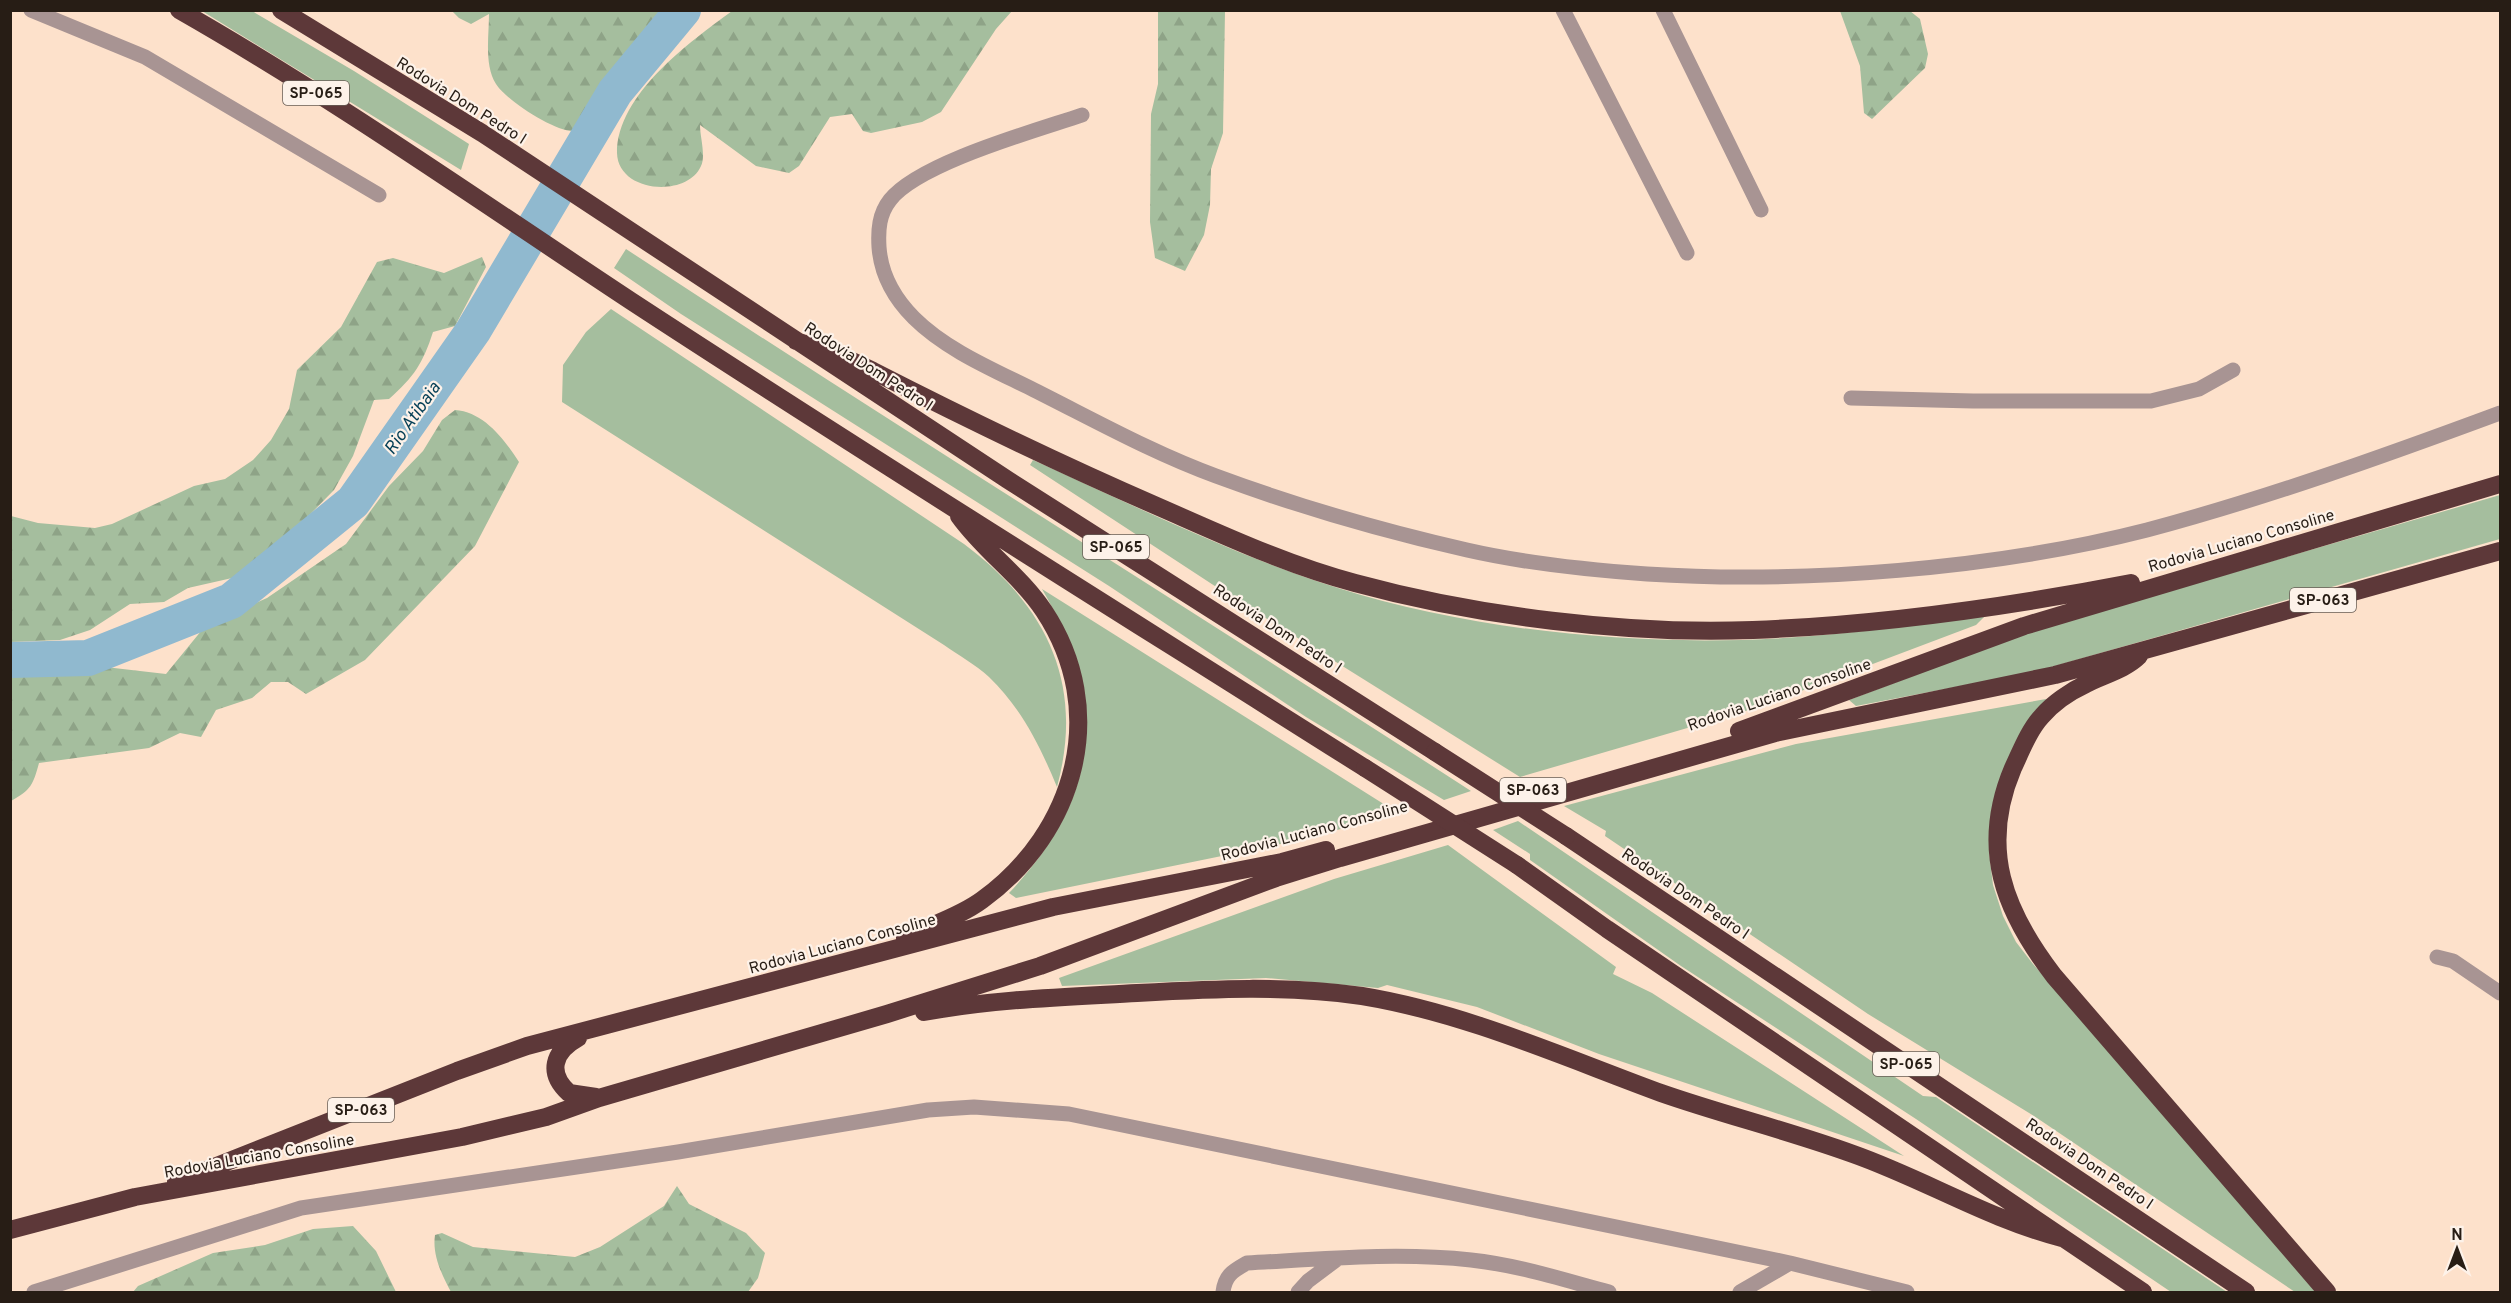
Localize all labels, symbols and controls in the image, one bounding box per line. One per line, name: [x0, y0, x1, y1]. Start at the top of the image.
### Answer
street label: Rodovia Dom Pedro I: [392, 54, 530, 150]
road number: SP-065: [283, 81, 349, 105]
street label: Rodovia Dom Pedro I: [800, 319, 936, 417]
water label: Rio Atibaia: [380, 377, 447, 460]
street label: Rodovia Luciano Consoline: [2146, 506, 2337, 578]
road number: SP-065: [1083, 535, 1149, 559]
street label: Rodovia Dom Pedro I: [1209, 581, 1345, 679]
road number: SP-063: [2290, 588, 2356, 612]
street label: Rodovia Luciano Consoline: [1685, 655, 1874, 737]
road number: SP-063: [1500, 778, 1566, 802]
street label: Rodovia Luciano Consoline: [1219, 797, 1410, 867]
street label: Rodovia Dom Pedro I: [1617, 845, 1753, 945]
street label: Rodovia Luciano Consoline: [747, 910, 938, 980]
road number: SP-065: [1873, 1052, 1939, 1076]
road number: SP-063: [328, 1098, 394, 1122]
street label: Rodovia Dom Pedro I: [2021, 1115, 2157, 1215]
street label: Rodovia Luciano Consoline: [163, 1130, 356, 1184]
north arrow: [2427, 1219, 2487, 1279]
text: N: [2451, 1226, 2463, 1246]

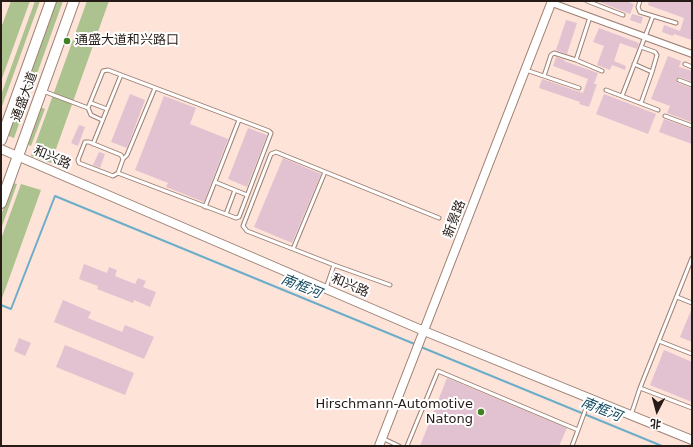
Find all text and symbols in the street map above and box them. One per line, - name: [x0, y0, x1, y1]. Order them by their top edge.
- place label: 通盛大道和兴路口: [75, 33, 179, 49]
- marker: 通盛大道和兴路口: [62, 36, 72, 46]
- street label: 通盛大道: [9, 70, 41, 124]
- street label: 和兴路: [31, 143, 73, 173]
- street label: 新景路: [441, 198, 469, 240]
- water label: 南框河: [278, 271, 324, 303]
- street label: 和兴路: [329, 271, 371, 301]
- north arrow: [637, 391, 677, 431]
- water label: 南框河: [578, 394, 624, 426]
- place label: Hirschmann-Automotive Natong: [315, 397, 473, 428]
- marker: Hirschmann-Automotive Natong: [476, 407, 486, 417]
- text: 北: [650, 416, 662, 430]

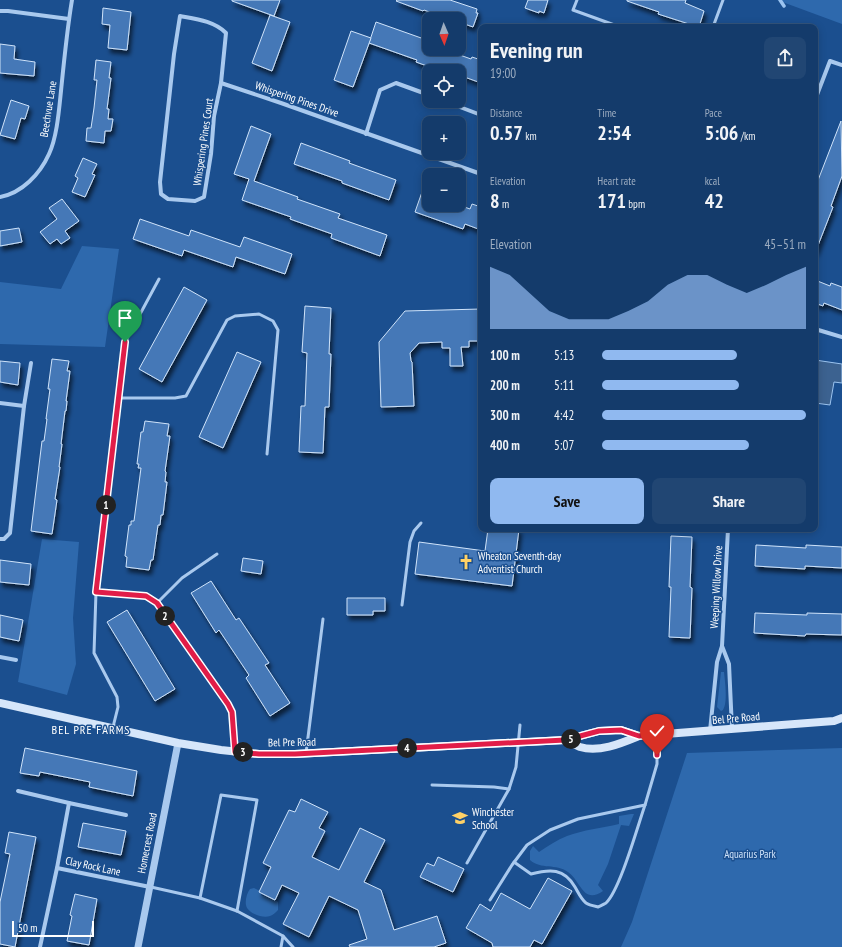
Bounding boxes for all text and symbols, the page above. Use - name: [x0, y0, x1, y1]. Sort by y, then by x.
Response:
- north arrow: [422, 12, 466, 56]
- map controls: [422, 12, 466, 212]
- text: Evening run: [490, 36, 583, 64]
- button: share: [764, 37, 806, 79]
- button: locate: [422, 64, 466, 108]
- text: 19:00: [490, 65, 516, 82]
- street label: Whispering Pines Drive: [253, 78, 341, 120]
- street label: Beechvue Lane: [37, 79, 59, 138]
- street label: Whispering Pines Court: [190, 97, 216, 187]
- text: Distance: [490, 106, 522, 120]
- text: Time: [597, 106, 616, 120]
- text: Pace: [705, 106, 722, 120]
- button: +: [422, 116, 466, 160]
- text: 0.57: [490, 120, 523, 146]
- text: 2:54: [597, 120, 631, 146]
- text: 5:06: [705, 120, 738, 146]
- text: km: [523, 129, 537, 143]
- text: /km: [738, 129, 755, 143]
- button: −: [422, 168, 466, 212]
- text: Elevation: [490, 174, 525, 188]
- text: Heart rate: [597, 174, 636, 188]
- text: kcal: [705, 174, 720, 188]
- text: 8: [490, 188, 500, 214]
- text: 171: [597, 188, 626, 214]
- text: 42: [705, 188, 724, 214]
- text: m: [500, 197, 509, 211]
- text: bpm: [626, 197, 645, 211]
- text: Elevation: [490, 236, 532, 253]
- text: 45–51 m: [764, 236, 806, 253]
- pin: [108, 301, 142, 342]
- icon: arrive: [114, 307, 136, 329]
- text: 100 m: [490, 347, 520, 364]
- text: 5:13: [554, 347, 574, 364]
- text: 200 m: [490, 377, 520, 394]
- text: 5:11: [554, 377, 574, 394]
- text: 300 m: [490, 407, 520, 424]
- text: 4:42: [554, 407, 574, 424]
- text: 400 m: [490, 437, 520, 454]
- text: 5:07: [554, 437, 574, 454]
- button: Save: [490, 478, 644, 524]
- button: Share: [652, 478, 806, 524]
- pin: 1: [96, 495, 116, 515]
- text: 1: [103, 498, 109, 512]
- street label: Weeping Willow Drive: [707, 545, 725, 629]
- place label: Wheaton Seventh-day Adventist Church: [478, 549, 562, 576]
- church icon: Wheaton Seventh-day Adventist Church: [457, 553, 475, 571]
- pin: 2: [155, 606, 175, 626]
- text: 2: [162, 609, 168, 623]
- street label: Bel Pre Road: [712, 709, 761, 727]
- pin: [640, 714, 674, 755]
- icon: check: [646, 720, 668, 742]
- district label: BEL PRE FARMS: [52, 722, 130, 737]
- pin: 5: [561, 729, 581, 749]
- text: 5: [568, 732, 574, 746]
- street label: Bel Pre Road: [268, 735, 316, 749]
- pin: 4: [397, 738, 417, 758]
- text: 4: [404, 741, 410, 755]
- pin: 3: [233, 742, 253, 762]
- text: 3: [240, 745, 246, 759]
- place label: Winchester School: [472, 805, 514, 832]
- school or university icon: Winchester School: [451, 809, 469, 827]
- street label: Homecrest Road: [134, 811, 160, 875]
- park label: Aquarius Park: [724, 847, 777, 861]
- street label: Clay Rock Lane: [64, 853, 122, 879]
- scale bar: [12, 919, 94, 938]
- text: 50 m: [18, 921, 37, 935]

########################################

• **What needs to be done**
Report the number of lines in the listing above that include the word "Adventist", and nothing else.

• **Problem solution**
2